**Exercise directions**
Every line below containing the word "GREEN" should be found and copied.

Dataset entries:

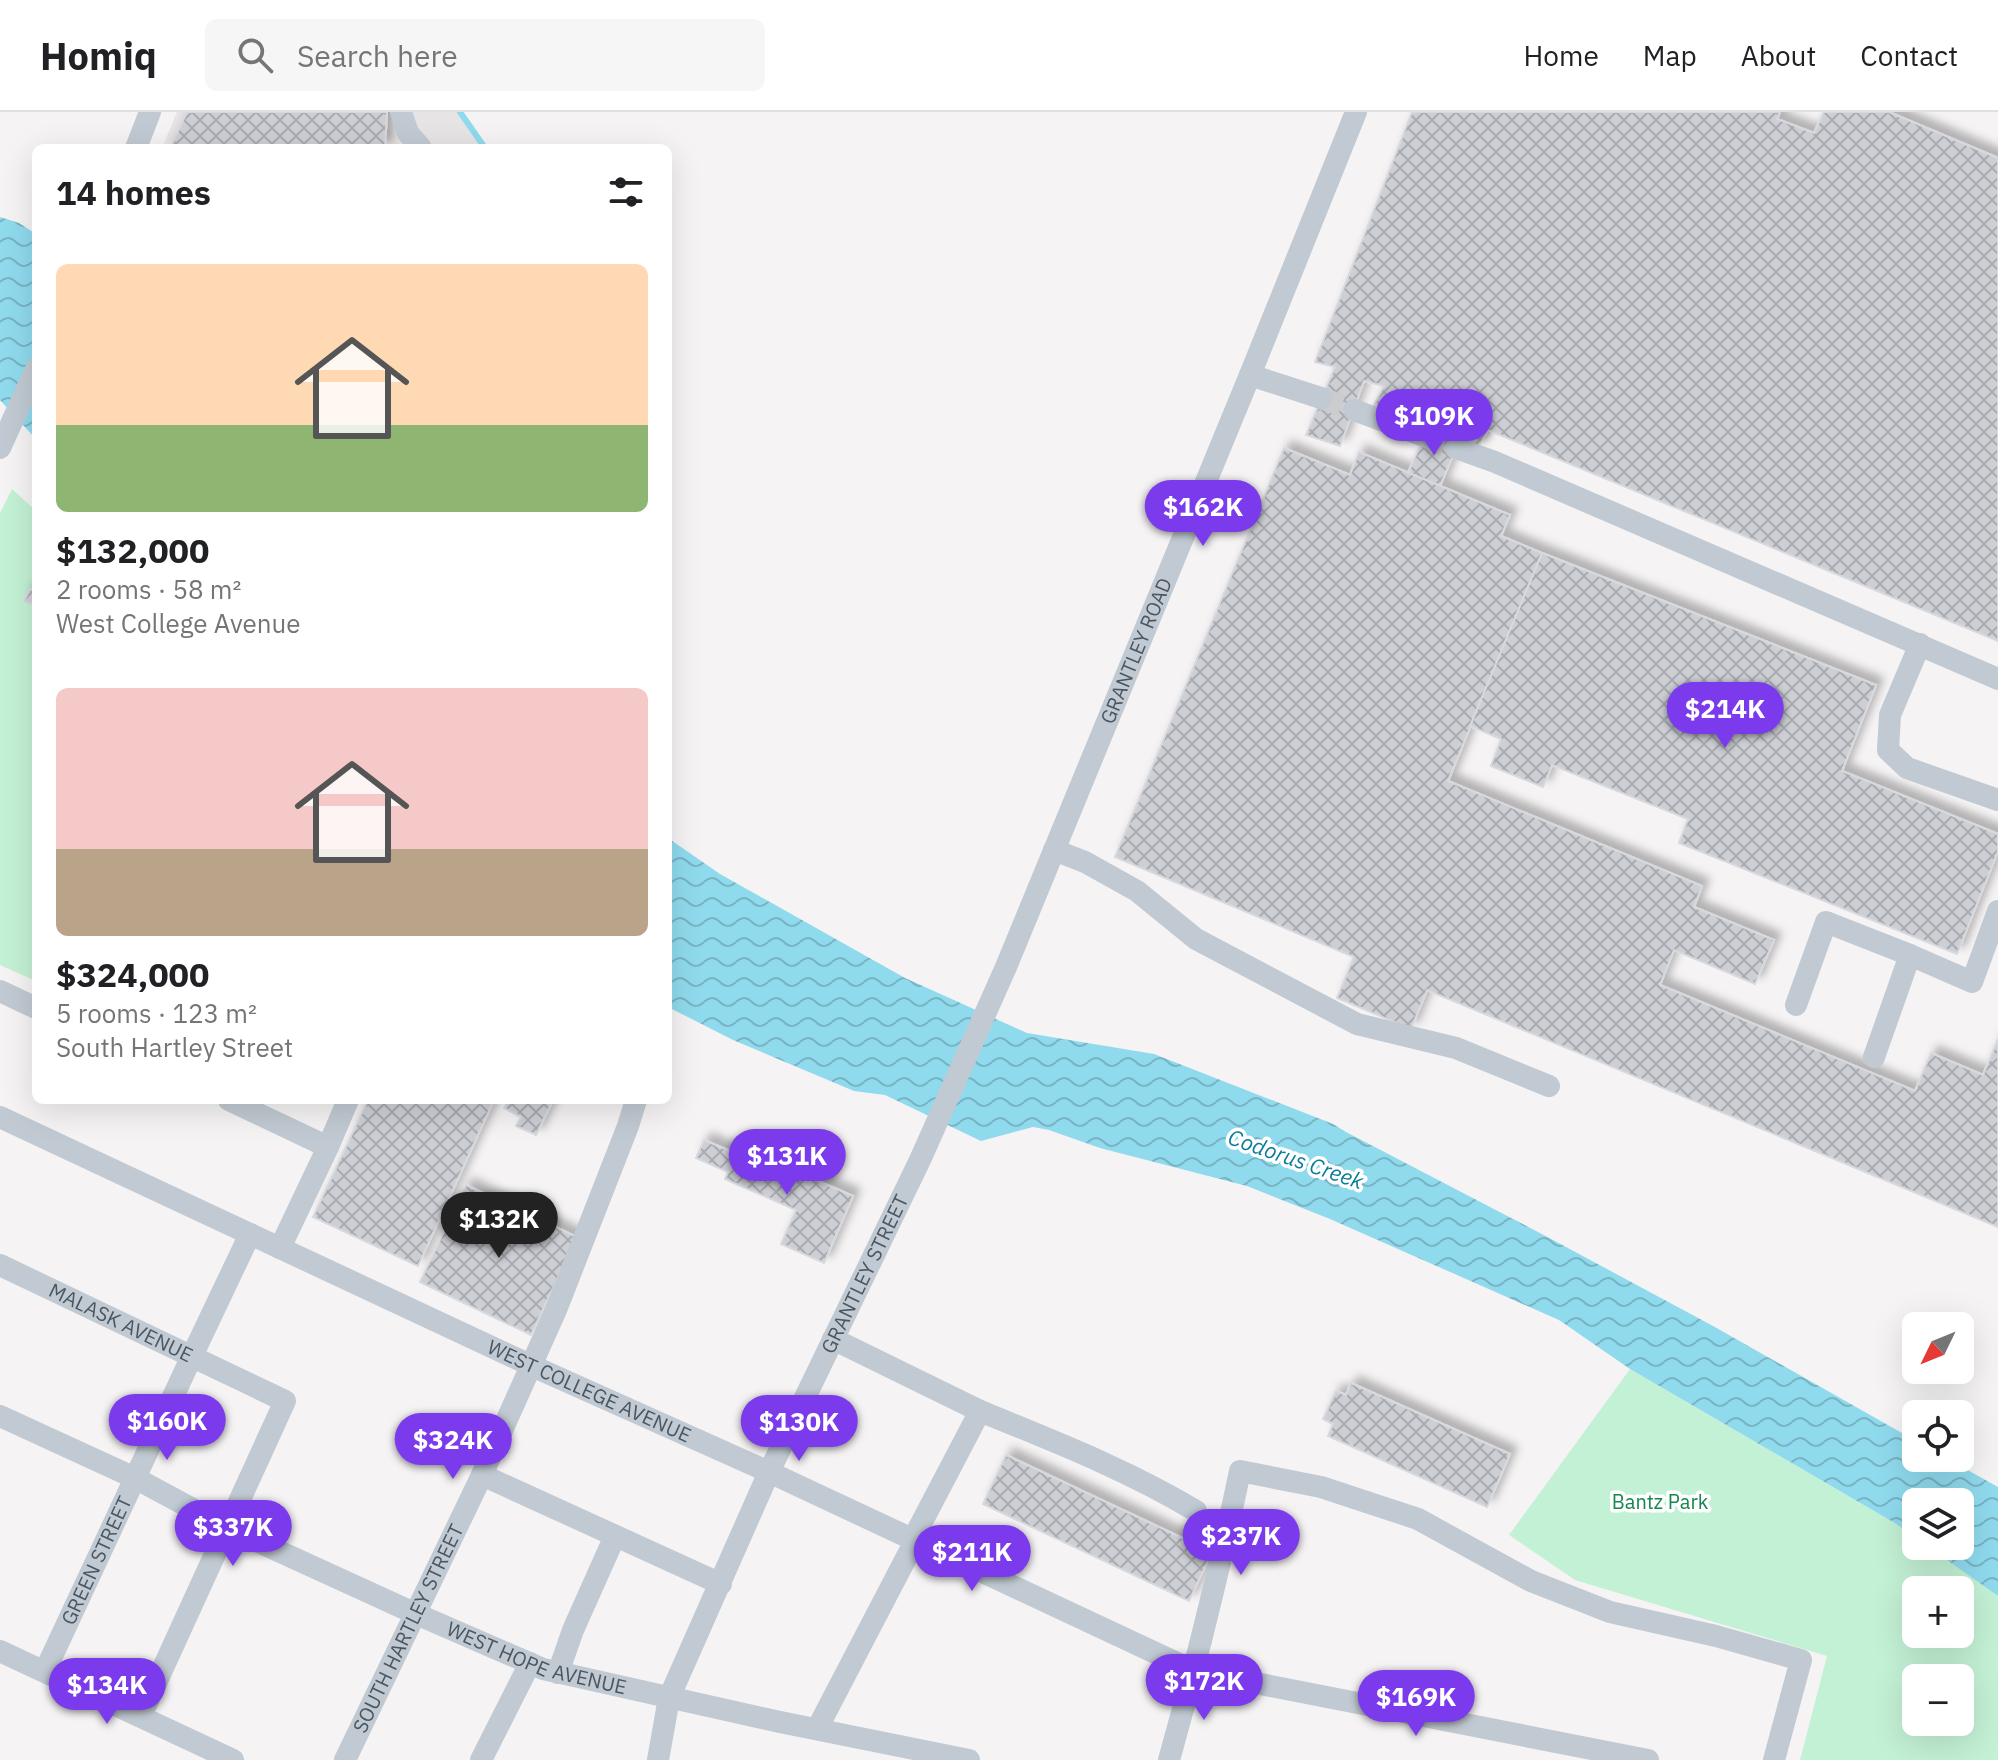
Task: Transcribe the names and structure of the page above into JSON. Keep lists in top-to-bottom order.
{
  "streets": {
    "street": [
      "GRANTLEY ROAD",
      "GRANTLEY STREET",
      "MALASK AVENUE",
      "WEST COLLEGE AVENUE",
      "GREEN STREET",
      "SOUTH HARTLEY STREET",
      "WEST HOPE AVENUE"
    ]
  },
  "crossings": [
    ["GRANTLEY ROAD", "GRANTLEY STREET"],
    ["GRANTLEY STREET", "WEST COLLEGE AVENUE"],
    ["GRANTLEY STREET", "WEST HOPE AVENUE"],
    ["MALASK AVENUE", "GREEN STREET"],
    ["MALASK AVENUE", "WEST HOPE AVENUE"],
    ["WEST COLLEGE AVENUE", "GREEN STREET"],
    ["WEST COLLEGE AVENUE", "SOUTH HARTLEY STREET"],
    ["GREEN STREET", "WEST HOPE AVENUE"],
    ["SOUTH HARTLEY STREET", "WEST HOPE AVENUE"]
  ],
  "water": ["Codorus Creek"],
  "parks": ["Bantz Park"],
  "north": "bottom left",
  "page": {
    "header": "Homiq",
    "search": "Search here",
    "nav": [
      "Home",
      "Map",
      "About",
      "Contact"
    ],
    "heading": "14 homes",
    "list": [
      {
        "name": "$132,000",
        "note": "2 rooms · 58 m² · West College Avenue"
      },
      {
        "name": "$324,000",
        "note": "5 rooms · 123 m² · South Hartley Street"
      }
    ],
    "price": [
      "$109K",
      "$162K",
      "$214K",
      "$131K",
      "$132K",
      "$160K",
      "$130K",
      "$324K",
      "$337K",
      "$237K",
      "$211K",
      "$172K",
      "$134K",
      "$169K"
    ],
    "map_buttons": ["+", "−"]
  }
}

**Answer box**
      "GREEN STREET",
    ["MALASK AVENUE", "GREEN STREET"],
    ["WEST COLLEGE AVENUE", "GREEN STREET"],
    ["GREEN STREET", "WEST HOPE AVENUE"],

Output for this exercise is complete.